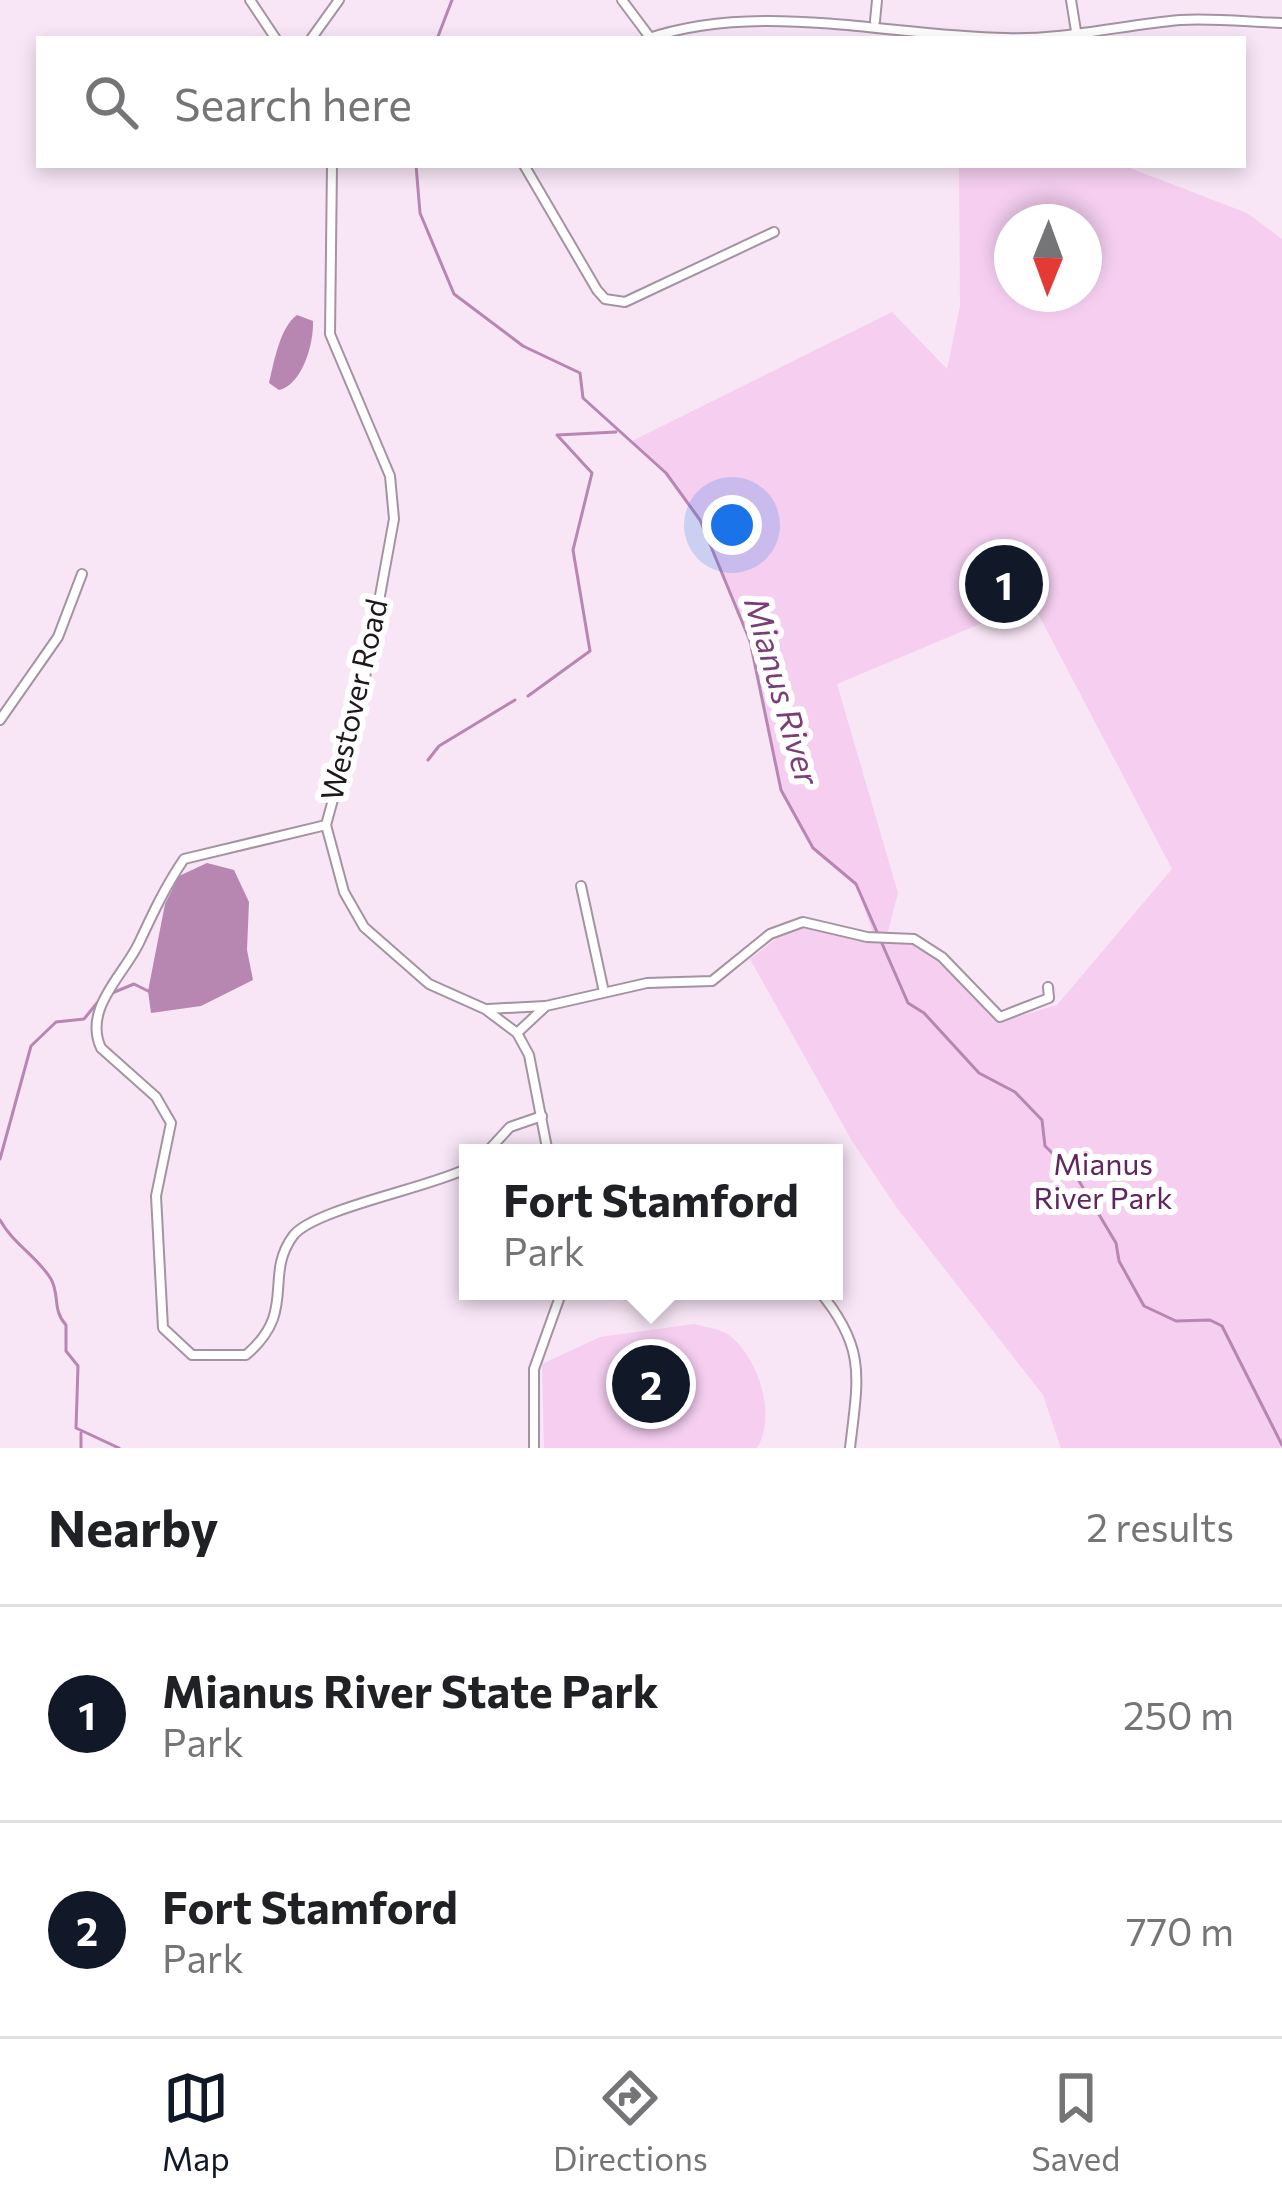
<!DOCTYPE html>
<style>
body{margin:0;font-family:Commissioner,sans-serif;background:#f2f2f2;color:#202124}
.compass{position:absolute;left:994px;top:204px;width:108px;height:108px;border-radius:50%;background:#fff;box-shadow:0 6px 18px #0003;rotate:181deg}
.you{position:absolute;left:732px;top:525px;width:42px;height:42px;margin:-30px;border:9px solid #fff;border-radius:50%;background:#1a73e8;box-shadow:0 0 0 18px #1a73e833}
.badge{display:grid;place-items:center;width:78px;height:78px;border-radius:50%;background:#111827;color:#fff;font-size:39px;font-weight:700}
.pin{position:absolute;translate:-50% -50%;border:6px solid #fff;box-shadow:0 3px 12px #0006}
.popup{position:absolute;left:459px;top:1144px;width:384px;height:156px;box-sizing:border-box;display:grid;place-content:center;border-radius:0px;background:#fff;filter:drop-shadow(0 3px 9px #0005);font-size:39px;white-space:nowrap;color:#757577}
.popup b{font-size:45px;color:#202124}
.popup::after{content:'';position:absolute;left:50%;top:100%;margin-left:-24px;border:24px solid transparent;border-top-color:#fff}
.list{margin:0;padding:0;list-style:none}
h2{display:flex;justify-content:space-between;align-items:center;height:156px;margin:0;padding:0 48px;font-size:51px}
h2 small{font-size:39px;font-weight:400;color:#757577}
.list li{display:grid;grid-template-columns:78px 1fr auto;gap:36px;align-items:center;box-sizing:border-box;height:216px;padding:0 48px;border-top:3px solid #e0e0e0}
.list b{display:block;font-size:45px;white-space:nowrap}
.list p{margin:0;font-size:39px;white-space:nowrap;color:#757577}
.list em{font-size:39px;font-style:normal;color:#757577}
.icon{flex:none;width:66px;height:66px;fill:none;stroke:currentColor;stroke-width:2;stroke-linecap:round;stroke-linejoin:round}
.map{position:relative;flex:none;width:1282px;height:1448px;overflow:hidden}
.search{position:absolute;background:#fff;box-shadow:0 6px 18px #0003;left:36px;right:36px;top:36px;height:132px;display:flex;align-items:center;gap:30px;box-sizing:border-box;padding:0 42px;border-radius:0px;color:#757577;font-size:45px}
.sheet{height:588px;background:#fff}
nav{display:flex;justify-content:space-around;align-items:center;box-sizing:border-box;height:168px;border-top:3px solid #e0e0e0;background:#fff;font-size:33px;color:#757577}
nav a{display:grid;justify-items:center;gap:6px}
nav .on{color:#111827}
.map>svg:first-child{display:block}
.green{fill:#f5cef0;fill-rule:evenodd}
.water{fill:#b786b1}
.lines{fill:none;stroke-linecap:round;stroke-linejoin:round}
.stream{stroke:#b786b1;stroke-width:3}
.minor-casing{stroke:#a493a1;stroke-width:12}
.minor{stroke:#fff;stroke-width:8}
.labels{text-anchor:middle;stroke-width:12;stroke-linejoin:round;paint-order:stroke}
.street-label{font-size:30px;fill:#1e181d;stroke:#fff}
.park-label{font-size:30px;fill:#62265e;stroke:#fff}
.water-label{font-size:33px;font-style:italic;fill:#7a3d75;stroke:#fff}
</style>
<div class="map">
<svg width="1282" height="1448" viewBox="0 0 1282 1448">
<rect width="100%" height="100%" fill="#f8e6f6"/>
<!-- green -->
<g class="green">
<path d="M959 165H1122L1247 213 1282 239V1448H1061L1043 1395 897 1208 852 1141 750 959C765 948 782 931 799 926 825 919 849 945 875 939L856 884 813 848 781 790 750 640 700 520 666 473 632 441 892 312 947 369 960 306ZM1012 222H1084V294H1012ZM1032 602 1172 869 1057 1005 1003 1021 932 951 887 935 898 893 837 684Z"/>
<path d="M694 1324C705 1327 722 1329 730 1336 759 1359 777 1416 757 1448H544L542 1364 600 1337Z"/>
</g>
<!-- water -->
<g class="water">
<path d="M297 315 313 321C314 344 302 385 279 390L269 383C274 362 280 327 297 315Z"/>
<polygon points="207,863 234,870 249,902 247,950 253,980 201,1006 151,1013 148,991 165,904 179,876"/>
</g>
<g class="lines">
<!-- stream -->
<g class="stream">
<polyline points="437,39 452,0"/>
<polyline points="416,165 420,213 454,294 523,346 580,373 583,398 666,473 700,520 750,641 781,790 813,848 856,884 908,1003 924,1013 979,1073 1015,1092 1042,1120 1045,1146 1076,1176 1116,1243 1119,1261 1144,1306 1176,1321 1210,1320 1222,1326 1282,1445"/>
<polyline points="528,696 590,651 573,550 592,473 557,435 616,432"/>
<polyline points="428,760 439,746 515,700"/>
<polyline points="112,993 134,984 148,991"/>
<polyline points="0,1159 31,1046 56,1022 84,1019 97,1003"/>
<path d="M0 1220C13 1244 37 1256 51 1279 60 1295 52 1310 66 1325V1351L78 1366 76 1428 119 1448"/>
<polyline points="81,1433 81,1448"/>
</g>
<defs>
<g id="minor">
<polyline points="250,0 276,39"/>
<polyline points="622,0 649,36"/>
<polyline points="1071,0 1076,31"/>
<polyline points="875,21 877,0"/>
<polyline points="311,39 339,0"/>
<path d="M646 39C759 0 885 36 1006 38 1063 40 1123 25 1180 20 1214 18 1249 22 1282 23"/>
<polyline points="332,165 330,334 390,476 394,519 362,694 326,825 344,892 364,927 429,984 485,1009 517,1033 529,1055 548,1153"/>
<polyline points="524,165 597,290 605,299 625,302 774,232"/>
<polyline points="0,720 58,637 82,574"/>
<path d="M326 825 184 859C165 887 153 913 139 943 123 976 83 1009 101 1048L156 1097 171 1123 156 1196 163 1328 192 1355H246C298 1311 263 1277 293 1236 313 1209 429 1188 468 1168"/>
<polyline points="581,886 604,992"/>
<polyline points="488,1009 545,1006"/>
<polyline points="517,1033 546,1006 647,983 712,981 770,934 803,922 867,937 914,939 942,957 1000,1017 1049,998 1048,987"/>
<polyline points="486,1153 510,1127 542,1116"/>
<path d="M819 1291C867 1348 858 1378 850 1448"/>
<polyline points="534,1448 534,1369 562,1291"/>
</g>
</defs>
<!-- minor casing -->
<use href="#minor" class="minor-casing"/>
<!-- minor -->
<use href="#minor" class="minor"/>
</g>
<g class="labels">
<!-- street labels -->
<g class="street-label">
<text transform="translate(355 700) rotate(-77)" y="10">Westover Road</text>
</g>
<!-- park labels -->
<g class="park-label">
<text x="1103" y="1175">Mianus<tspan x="1103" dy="34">River Park</tspan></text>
</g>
<!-- water labels -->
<g class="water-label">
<text transform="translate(782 691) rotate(74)" y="12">Mianus River</text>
</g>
</g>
</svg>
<svg class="compass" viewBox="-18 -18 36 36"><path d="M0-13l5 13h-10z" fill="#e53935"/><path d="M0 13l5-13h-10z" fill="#757577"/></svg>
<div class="you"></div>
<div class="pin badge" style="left:1004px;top:584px">1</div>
<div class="pin badge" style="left:651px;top:1384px">2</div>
<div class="popup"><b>Fort Stamford</b>Park</div>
<div class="search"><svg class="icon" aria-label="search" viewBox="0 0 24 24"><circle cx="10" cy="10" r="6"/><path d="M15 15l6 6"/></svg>Search here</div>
</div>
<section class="sheet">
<h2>Nearby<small>2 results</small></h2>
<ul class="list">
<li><span class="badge">1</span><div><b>Mianus River State Park</b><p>Park</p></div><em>250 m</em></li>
<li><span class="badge">2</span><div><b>Fort Stamford</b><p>Park</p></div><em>770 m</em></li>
</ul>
</section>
<nav>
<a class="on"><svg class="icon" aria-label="map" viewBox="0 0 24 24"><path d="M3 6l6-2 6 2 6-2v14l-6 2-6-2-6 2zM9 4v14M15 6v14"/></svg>Map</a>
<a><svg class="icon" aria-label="directions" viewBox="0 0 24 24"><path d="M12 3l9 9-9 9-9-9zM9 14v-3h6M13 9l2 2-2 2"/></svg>Directions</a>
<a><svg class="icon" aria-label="saved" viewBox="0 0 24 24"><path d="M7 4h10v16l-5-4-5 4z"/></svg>Saved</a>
</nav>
========================
### [WHAT THE EXERCISE ASKS]
Gather from the records above every line containing the string "casing".

### [COMPLETED EXERCISE]
.minor-casing{stroke:#a493a1;stroke-width:12}
<!-- minor casing -->
<use href="#minor" class="minor-casing"/>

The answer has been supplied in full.